## Source records
□ □ □ □ □
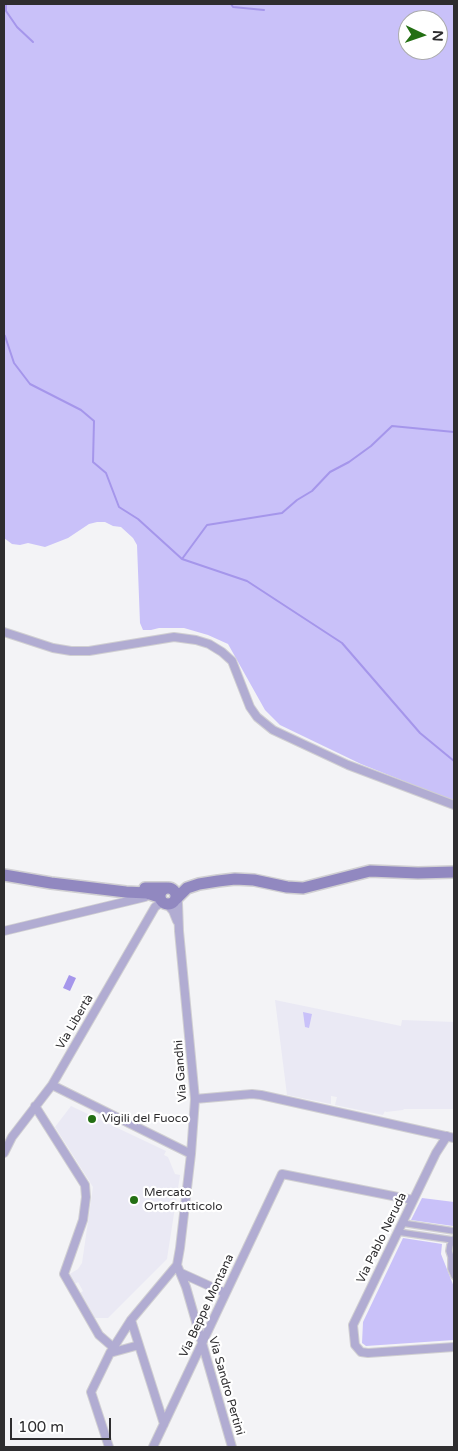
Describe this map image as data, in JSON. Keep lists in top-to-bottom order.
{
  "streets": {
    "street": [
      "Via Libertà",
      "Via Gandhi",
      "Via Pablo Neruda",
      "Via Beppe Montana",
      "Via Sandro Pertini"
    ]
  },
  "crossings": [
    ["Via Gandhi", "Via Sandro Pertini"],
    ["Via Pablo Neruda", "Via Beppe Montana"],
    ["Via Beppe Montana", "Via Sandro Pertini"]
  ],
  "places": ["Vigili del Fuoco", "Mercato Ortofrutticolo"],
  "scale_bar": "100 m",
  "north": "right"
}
□ □ □ □ □
## TASK DETAILS
This calls for an exact copy of all the entries above, with the pictures omitted.

## RESPONSE TO THE TASK
Describe this map image as data, in JSON. Keep lists in top-to-bottom order.
{
  "streets": {
    "street": [
      "Via Libertà",
      "Via Gandhi",
      "Via Pablo Neruda",
      "Via Beppe Montana",
      "Via Sandro Pertini"
    ]
  },
  "crossings": [
    ["Via Gandhi", "Via Sandro Pertini"],
    ["Via Pablo Neruda", "Via Beppe Montana"],
    ["Via Beppe Montana", "Via Sandro Pertini"]
  ],
  "places": ["Vigili del Fuoco", "Mercato Ortofrutticolo"],
  "scale_bar": "100 m",
  "north": "right"
}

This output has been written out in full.